/* -*- C++ -*-

 *

 * lemon/concept/undir_graph_component.h - Part of LEMON, a generic

 * C++ optimization library

 *

 * Copyright (C) 2005 Egervary Jeno Kombinatorikus Optimalizalasi

 * Kutatocsoport (Egervary Research Group on Combinatorial Optimization,

 * EGRES).

 *

 * Permission to use, modify and distribute this software is granted

 * provided that this copyright notice appears in all copies.
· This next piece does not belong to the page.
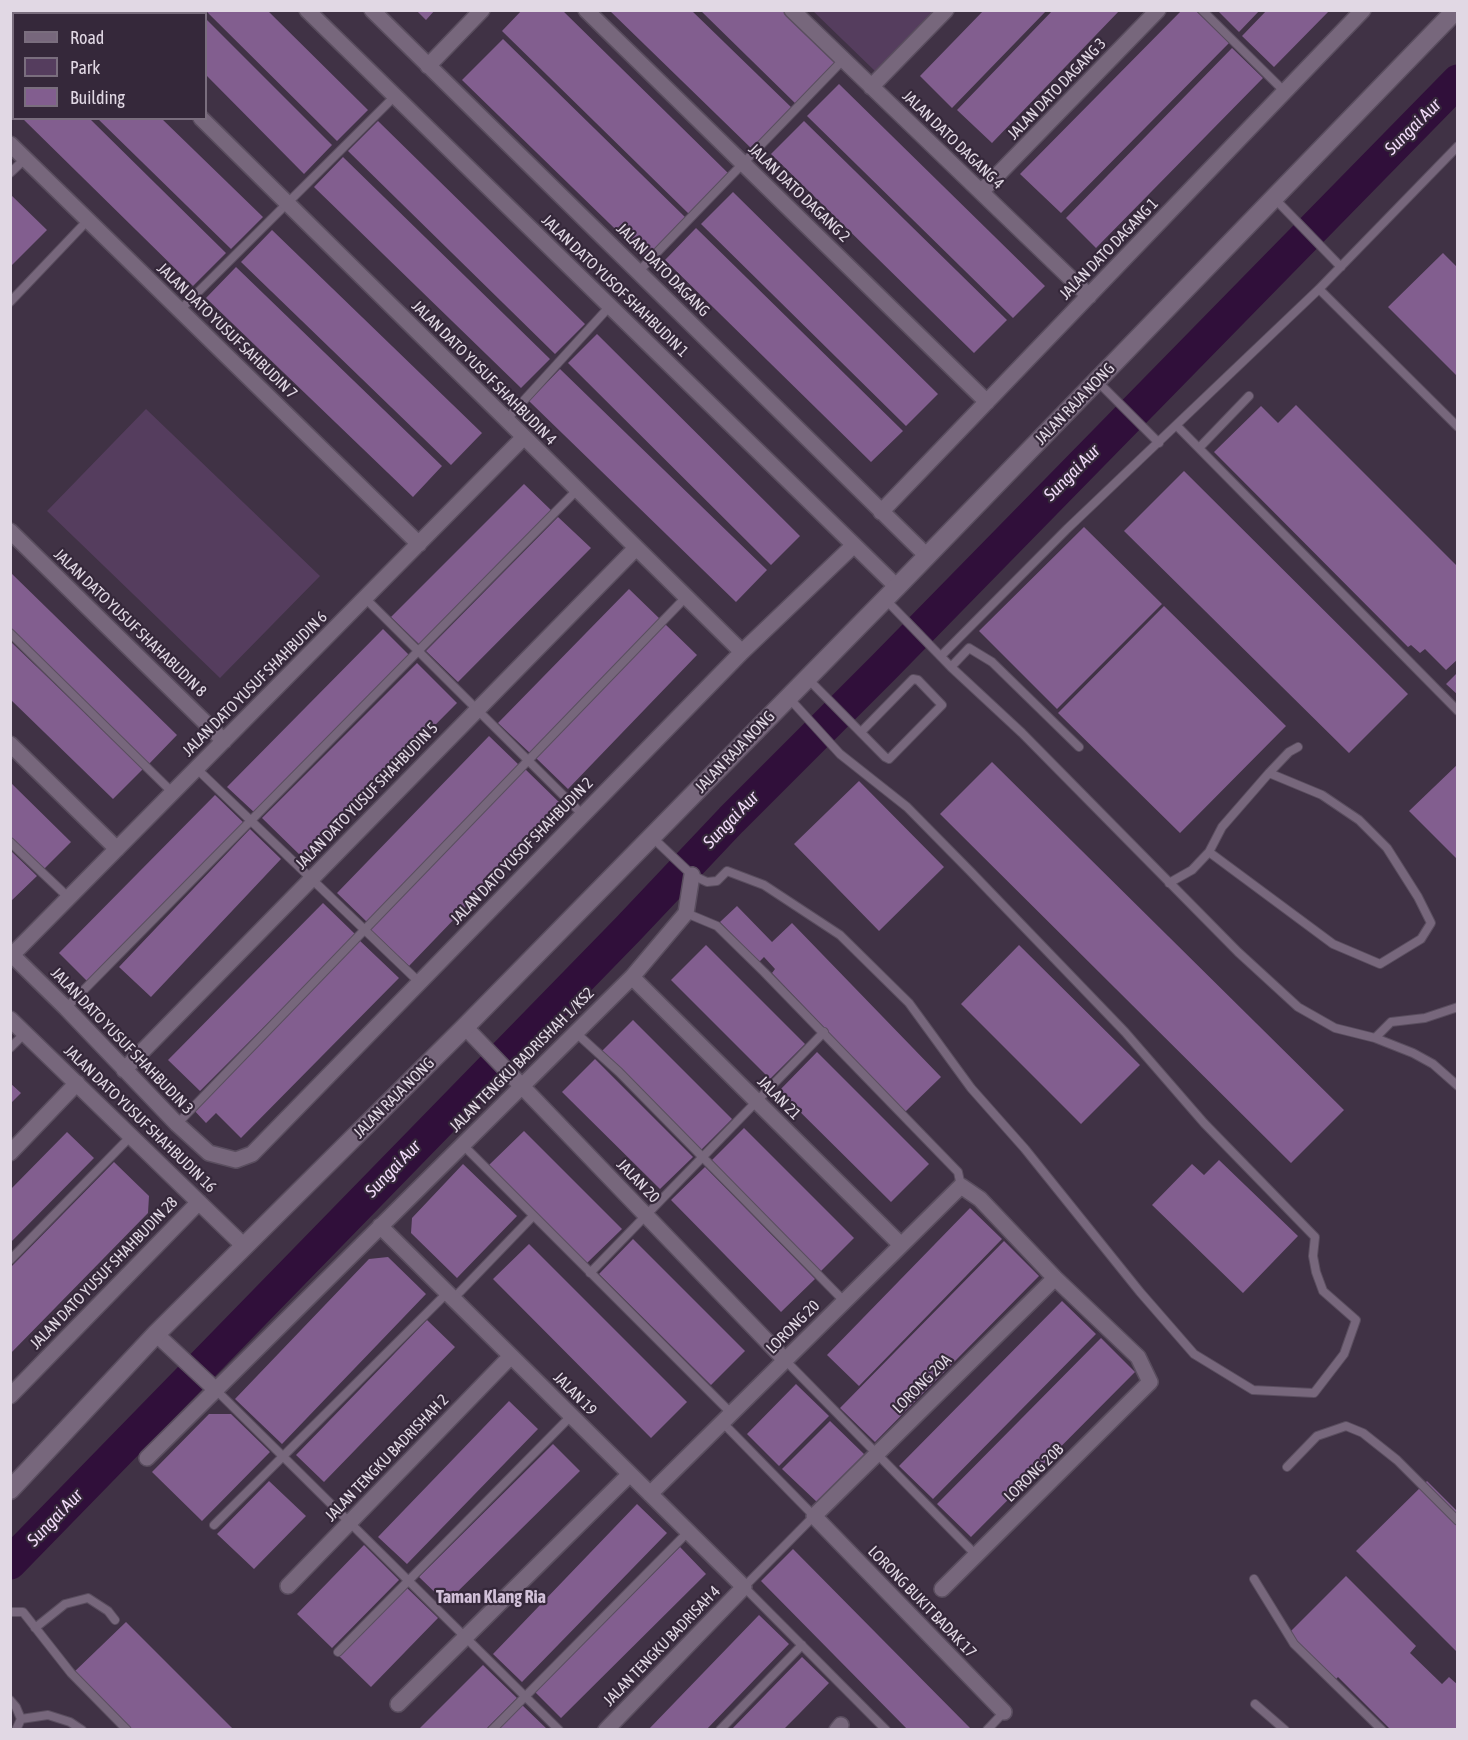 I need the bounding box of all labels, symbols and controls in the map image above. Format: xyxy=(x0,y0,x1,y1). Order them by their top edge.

For

 * precise terms see the accompanying LICENSE file.

 *

 * This software is provided "AS IS" with no warranty of any kind,

 * express or implied, and with no claim as to its suitability for any

 * purpose.

 *

 */

///\ingroup graph_concepts

///\file

///\brief Undirected graphs and components of.

#ifndef LEMON_CONCEPT_UNDIR_GRAPH_H

#define LEMON_CONCEPT_UNDIR_GRAPH_H

#include <lemon/concept/graph_component.h>

#include <lemon/concept/graph.h>

#include <lemon/utility.h>

namespace lemon {

  namespace concept {

    /// Skeleton class which describes an edge with direction in \ref

    /// UndirGraph "undirected graph".

    template <typename UndirGraph>

    class UndirGraphEdge : public UndirGraph::UndirEdge {

      typedef typename UndirGraph::UndirEdge UndirEdge;

      typedef typename UndirGraph::Node Node;

    public:

      /// \e

      UndirGraphEdge() {}

      /// \e

      UndirGraphEdge(const UndirGraphEdge& e) : UndirGraph::UndirEdge(e) {}

      /// \e

      UndirGraphEdge(Invalid) {}

      /// \brief Directed edge from undirected edge and a source node.

      ///

      /// Constructs a directed edge from undirected edge and a source node.

      ///

      /// \note You have to specify the graph for this constructor.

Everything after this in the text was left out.